Carman: The Champion

Who is Carman? Carman is an extremely popular contemporary Christian singer. Carman is the star of Carman: The Champion, yet his character's name is Orlando Leone. So why is the title Carman: The Champion? Shouldn't it be Orlando: The Champion? It's an almost Costner-esque ego trip. And although Carmen looks the part of a boxer, Carman is no actor, and should never venture onto the big screen again. It seems as if somebody watched one too many boxing movies in this shoddy Rocky-redux. This movie takes as many tired old cliches as it can and throws them all into one nearly unwatchable movie. It's all there. The training, the reluctant fighter, the new love interest, and the climactic final fight. Leone is a preacher who, ten years ago was a championship boxer. He is trying to build a multimillion-dollar building for his ministry, but lacks the funds.

For most of the movie, nothing happens. This is because Carmen, Tad Callies, Tony Cinciripini, and director Lee Stanley (Held for Ransom) insist on focusing on insipid and pointless subplots that never amount to anything.

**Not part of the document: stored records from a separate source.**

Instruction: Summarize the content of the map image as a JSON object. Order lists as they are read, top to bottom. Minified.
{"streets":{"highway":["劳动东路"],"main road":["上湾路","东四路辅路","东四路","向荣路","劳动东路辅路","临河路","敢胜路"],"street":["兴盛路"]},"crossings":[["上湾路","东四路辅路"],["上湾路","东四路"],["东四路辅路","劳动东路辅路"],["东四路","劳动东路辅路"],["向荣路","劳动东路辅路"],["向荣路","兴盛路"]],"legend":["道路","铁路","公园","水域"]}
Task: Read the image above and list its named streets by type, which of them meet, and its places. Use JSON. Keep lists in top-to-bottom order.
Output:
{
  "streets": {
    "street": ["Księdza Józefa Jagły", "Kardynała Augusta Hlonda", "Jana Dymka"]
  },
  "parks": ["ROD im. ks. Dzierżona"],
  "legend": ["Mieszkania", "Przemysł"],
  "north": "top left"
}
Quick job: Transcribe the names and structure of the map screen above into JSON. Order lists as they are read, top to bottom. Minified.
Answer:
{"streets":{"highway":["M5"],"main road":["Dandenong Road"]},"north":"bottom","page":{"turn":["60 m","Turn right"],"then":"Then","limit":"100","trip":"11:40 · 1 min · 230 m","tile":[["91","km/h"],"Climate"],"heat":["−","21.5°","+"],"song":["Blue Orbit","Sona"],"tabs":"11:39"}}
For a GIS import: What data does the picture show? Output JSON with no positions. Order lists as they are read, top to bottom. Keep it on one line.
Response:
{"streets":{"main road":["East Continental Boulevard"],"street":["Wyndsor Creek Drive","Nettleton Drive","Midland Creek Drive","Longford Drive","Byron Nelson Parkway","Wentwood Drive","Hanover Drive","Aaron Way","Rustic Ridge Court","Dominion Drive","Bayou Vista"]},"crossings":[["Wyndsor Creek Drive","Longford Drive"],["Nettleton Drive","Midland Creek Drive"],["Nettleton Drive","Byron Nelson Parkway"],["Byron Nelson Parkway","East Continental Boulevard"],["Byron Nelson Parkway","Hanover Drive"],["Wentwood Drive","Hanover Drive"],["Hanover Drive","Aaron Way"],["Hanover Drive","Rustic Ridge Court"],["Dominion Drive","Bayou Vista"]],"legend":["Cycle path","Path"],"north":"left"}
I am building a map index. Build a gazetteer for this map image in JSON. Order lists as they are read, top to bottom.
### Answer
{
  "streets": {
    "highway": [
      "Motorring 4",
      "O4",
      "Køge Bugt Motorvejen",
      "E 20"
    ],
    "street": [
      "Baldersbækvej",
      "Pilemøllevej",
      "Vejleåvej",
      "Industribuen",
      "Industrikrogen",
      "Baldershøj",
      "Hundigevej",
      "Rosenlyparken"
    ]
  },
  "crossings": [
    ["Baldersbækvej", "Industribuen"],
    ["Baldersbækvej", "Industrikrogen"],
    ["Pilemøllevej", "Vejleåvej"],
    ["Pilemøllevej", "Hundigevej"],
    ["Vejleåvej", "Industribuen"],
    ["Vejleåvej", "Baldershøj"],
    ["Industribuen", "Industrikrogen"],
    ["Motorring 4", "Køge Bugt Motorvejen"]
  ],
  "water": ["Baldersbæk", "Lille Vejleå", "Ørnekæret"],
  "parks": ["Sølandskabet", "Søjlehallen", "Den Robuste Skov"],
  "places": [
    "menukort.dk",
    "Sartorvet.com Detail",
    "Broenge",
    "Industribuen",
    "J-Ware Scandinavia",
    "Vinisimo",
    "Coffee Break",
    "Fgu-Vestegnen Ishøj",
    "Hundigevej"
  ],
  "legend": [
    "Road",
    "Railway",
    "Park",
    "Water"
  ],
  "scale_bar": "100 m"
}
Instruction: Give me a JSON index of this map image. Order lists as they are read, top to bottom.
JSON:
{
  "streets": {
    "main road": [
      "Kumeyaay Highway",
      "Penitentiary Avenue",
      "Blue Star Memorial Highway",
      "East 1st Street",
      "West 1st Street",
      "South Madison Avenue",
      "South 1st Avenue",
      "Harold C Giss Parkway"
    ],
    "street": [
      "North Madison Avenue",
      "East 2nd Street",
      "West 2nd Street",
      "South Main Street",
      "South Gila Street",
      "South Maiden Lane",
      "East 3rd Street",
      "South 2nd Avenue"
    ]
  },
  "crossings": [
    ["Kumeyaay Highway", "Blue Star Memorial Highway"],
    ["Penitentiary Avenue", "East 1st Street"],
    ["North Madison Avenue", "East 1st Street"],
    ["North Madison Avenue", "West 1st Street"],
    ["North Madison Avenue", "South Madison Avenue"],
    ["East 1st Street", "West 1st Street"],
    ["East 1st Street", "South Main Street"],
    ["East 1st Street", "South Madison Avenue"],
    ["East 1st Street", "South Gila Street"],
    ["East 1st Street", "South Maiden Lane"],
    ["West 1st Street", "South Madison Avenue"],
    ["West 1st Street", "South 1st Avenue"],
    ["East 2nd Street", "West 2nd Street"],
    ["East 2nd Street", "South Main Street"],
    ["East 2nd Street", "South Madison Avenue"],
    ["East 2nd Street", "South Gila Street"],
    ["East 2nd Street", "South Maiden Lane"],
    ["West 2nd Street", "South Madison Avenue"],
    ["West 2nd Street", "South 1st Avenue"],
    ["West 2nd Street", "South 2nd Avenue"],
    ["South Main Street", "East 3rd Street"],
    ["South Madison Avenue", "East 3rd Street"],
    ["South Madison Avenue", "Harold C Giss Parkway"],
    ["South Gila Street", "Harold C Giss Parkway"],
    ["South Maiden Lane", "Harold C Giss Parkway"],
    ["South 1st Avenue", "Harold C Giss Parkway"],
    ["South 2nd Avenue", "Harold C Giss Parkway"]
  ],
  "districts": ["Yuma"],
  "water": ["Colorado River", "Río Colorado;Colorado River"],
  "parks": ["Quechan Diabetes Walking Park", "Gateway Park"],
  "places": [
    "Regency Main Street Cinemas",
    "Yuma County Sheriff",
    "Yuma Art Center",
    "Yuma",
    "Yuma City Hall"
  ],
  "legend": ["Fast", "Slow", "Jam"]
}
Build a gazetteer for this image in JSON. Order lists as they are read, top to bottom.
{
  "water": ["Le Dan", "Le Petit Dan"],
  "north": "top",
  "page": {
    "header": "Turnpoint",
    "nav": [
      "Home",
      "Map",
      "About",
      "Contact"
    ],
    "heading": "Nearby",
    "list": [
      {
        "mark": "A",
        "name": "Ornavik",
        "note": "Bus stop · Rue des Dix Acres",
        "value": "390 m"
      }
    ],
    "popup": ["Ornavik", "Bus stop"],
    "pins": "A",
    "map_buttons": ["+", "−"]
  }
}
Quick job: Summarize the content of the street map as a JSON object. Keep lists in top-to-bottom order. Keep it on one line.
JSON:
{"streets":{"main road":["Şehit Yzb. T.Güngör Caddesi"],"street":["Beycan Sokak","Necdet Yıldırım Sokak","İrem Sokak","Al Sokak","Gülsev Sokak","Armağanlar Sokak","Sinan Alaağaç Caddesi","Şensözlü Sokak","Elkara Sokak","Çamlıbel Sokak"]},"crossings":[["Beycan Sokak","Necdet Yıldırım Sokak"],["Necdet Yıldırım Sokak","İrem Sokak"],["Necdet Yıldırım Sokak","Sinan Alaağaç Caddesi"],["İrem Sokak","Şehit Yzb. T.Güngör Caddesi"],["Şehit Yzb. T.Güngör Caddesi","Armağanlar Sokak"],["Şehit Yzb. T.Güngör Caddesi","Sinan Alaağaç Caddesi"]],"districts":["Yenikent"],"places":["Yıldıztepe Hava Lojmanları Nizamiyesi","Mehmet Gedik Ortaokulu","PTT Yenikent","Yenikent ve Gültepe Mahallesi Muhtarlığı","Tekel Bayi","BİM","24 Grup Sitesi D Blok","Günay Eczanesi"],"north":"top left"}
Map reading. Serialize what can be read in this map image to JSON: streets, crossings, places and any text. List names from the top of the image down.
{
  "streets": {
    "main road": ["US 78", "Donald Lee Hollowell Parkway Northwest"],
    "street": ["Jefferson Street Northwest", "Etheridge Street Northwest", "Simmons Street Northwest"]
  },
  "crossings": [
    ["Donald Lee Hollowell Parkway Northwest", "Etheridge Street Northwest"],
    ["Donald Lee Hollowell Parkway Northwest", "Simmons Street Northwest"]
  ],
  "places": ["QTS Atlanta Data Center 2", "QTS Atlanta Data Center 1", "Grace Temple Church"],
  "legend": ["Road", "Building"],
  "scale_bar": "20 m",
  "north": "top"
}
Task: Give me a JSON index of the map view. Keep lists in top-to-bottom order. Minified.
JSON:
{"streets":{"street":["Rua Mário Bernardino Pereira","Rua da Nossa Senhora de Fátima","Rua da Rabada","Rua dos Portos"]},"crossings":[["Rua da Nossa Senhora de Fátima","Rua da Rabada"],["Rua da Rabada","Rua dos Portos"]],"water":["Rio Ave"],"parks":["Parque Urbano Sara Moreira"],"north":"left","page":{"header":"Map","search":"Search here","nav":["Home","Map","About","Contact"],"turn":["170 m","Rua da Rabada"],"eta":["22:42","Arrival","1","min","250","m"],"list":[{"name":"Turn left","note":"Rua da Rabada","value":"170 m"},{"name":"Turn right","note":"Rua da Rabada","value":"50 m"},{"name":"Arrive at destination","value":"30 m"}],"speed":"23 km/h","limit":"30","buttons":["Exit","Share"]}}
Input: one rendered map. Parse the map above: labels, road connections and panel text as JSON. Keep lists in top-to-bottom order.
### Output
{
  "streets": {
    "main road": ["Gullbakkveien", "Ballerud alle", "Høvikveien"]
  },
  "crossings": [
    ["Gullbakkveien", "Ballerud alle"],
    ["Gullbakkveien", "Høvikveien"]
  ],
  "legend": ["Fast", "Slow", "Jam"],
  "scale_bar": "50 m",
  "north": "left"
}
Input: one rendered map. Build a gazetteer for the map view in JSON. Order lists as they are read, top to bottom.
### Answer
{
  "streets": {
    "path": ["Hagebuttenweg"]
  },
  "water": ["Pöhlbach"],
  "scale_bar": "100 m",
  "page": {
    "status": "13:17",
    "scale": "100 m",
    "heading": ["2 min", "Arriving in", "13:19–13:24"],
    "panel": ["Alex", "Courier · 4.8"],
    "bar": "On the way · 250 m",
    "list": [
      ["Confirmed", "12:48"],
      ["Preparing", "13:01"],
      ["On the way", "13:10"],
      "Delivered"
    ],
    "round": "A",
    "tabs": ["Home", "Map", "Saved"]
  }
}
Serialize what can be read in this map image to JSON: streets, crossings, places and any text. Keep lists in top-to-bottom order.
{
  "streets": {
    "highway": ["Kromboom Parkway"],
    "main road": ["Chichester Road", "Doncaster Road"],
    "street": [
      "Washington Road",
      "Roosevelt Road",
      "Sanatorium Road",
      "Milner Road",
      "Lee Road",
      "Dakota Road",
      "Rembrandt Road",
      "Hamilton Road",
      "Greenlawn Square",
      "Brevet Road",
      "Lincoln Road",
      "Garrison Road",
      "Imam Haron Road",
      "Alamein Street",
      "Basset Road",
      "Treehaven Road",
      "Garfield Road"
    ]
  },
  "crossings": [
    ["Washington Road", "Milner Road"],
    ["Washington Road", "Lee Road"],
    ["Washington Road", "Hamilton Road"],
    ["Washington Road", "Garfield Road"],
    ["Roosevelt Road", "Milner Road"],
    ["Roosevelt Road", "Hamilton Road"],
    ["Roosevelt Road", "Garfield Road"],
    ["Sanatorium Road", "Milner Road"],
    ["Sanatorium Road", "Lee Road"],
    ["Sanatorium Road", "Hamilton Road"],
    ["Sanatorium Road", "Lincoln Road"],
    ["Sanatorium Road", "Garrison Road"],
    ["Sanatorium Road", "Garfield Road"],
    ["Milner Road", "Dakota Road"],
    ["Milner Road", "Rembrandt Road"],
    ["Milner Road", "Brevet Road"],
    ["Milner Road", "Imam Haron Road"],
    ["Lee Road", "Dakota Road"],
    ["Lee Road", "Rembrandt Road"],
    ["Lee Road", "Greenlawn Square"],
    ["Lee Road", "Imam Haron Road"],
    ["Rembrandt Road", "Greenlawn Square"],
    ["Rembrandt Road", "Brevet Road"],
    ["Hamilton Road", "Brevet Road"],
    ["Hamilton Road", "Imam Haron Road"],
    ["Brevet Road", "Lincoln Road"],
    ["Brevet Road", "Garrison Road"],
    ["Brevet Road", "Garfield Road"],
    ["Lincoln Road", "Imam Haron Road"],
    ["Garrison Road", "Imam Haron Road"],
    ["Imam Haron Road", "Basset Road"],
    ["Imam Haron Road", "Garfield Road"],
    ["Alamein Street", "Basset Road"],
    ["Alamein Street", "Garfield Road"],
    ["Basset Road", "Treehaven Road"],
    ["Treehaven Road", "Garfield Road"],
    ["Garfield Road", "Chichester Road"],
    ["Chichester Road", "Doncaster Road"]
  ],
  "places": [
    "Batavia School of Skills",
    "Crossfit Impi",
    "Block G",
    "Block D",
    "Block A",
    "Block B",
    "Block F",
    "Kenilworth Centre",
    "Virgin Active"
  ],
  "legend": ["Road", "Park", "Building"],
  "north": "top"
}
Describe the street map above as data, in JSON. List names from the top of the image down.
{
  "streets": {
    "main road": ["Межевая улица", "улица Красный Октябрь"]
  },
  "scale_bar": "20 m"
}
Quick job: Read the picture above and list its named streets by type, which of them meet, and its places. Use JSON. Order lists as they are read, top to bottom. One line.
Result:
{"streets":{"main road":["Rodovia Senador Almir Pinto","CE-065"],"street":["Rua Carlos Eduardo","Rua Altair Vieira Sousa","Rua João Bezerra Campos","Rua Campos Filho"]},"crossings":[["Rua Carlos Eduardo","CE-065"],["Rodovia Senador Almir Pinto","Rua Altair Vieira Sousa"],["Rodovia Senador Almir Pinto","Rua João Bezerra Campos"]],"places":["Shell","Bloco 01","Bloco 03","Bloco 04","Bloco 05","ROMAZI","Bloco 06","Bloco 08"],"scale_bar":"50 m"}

He catches Cesar (Romeo Rene Fabian, Mi Familia) trying to rob his car and takes him to church. When he meets Cesar's mother Allia (Patricia Manterola, The City of Lost Souls), they begin a slow relationship. Cesar is also trying to break free from a local gang. Orlando moonlights as a hotel security guard, and breaks up a party in one of the rooms, punching out Keshon Banks (Jeremy Williams) in the process. Banks is the current cruiserweight champion, and challenges Orlando to a fight. There's more! Banks' manager, Freddie (Michale Nouri, Finding Forrester, Picture This) is Orlando's estranged brother. He offers Orlando the money needed to fund his ministry if he agrees to fight. Oh, and one more thing: Orlando was hit in the head and now has something called 'radical Parkinson's.' Any further blow to the head could kill him. What it has to do with the real Parkinson's is a mystery (come on, at least come up with a better name). Don't forget to throw in the crooked boxing promoters and the suspicious circumstances of the death of Orlando's father.

With so much going on, the story has no time to focus. Everything is a jumble, and the lack of character development means that the audience does not care what happens to anybody. The atrocious acting and offensive Latino stereotyping does not help at all either. Carmen himself needs to work on his delivery; he sounds like he is reading. Williams fares the worst, but most of it is not his fault. Every time Banks is about to do something menacing, Stanley slows the camera and plays loud, melodramatic music. The boxing match is okay, but shot horribly. The camera continually goes to the audience, so the fight is not on screen as much as it should be. And is there any doubt what the outcome will be? On a final note, Carman: The Champion is the latest in a recent flood of Christian themed movies to hit theaters. Aside from the fact that the lead character is a preacher, there is very little religion in the movie. Change his current job to accountant, trash collector, or sales clerk and it just becomes a crappy movie instead of a crappy Christian movie. Would a preacher actually enter a ring and pummel an opponent to obtain money? The ending, and the way Orlando obtains his money, is particularly dubious. And why are all these Christian movies rated PG-13? Shouldn't they be rated PG or even G?

Mongoose Rates It: Pretty Bad.
1 hour, 27 minutes, Rated PG-13 for street and ring violence, and for drug content.